The reality is that the shutdown won’t likely affect average citizens, including Social Security recipients and veterans. Mail will still be delivered. Our armed forces will still stand on guard. America’s spy agencies will operate. But business in nonessential agencies will seize up. Your passport application or renewal (including the one that I submitted a few weeks ago) will likely be delayed unless you have urgent travel plans.
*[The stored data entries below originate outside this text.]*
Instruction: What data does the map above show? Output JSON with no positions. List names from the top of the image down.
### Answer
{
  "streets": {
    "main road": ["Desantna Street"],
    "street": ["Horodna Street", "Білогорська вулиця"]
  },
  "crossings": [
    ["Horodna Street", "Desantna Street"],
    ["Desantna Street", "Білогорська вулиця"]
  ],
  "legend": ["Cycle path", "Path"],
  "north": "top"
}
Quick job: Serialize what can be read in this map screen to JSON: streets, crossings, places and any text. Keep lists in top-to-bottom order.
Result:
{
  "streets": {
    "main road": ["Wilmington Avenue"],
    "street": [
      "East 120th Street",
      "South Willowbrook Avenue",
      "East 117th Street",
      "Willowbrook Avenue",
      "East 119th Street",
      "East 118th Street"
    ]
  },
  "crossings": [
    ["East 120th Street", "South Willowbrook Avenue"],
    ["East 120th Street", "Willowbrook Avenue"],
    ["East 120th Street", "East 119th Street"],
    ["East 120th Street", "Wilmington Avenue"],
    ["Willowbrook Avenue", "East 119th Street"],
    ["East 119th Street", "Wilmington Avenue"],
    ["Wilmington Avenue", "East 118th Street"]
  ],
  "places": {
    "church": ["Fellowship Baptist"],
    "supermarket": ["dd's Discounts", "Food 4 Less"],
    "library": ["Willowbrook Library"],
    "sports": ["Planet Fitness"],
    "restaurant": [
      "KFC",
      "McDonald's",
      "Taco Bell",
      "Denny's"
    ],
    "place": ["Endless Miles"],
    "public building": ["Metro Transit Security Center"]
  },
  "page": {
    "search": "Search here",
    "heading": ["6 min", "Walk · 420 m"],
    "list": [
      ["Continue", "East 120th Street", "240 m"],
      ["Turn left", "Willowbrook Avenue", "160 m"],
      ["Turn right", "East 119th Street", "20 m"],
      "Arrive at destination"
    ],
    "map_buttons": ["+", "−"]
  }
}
If you have camping plans with your children in a national park or plan to take them to the Smithsonian, you'll be out of luck. Both will likely be closed.

But it will be inconvenience, not a crisis. And as you bemoan the inconvenience, remember that the nation whose parks, heritage, and accomplishments you wanted to show your children might not exist for them and their children if we don’t bring its Capitol Hill spendthrifts to heel.

J.G. Collins is managing director of the Stuyvesant Square Consultancy, a strategic advisory, market survey, and consulting firm in New York. His writings on economics, trade, politics, and public policy have appeared in Forbes, the New York Post, Crain’s New York Business, The Hill, The American Conservative, and other publications.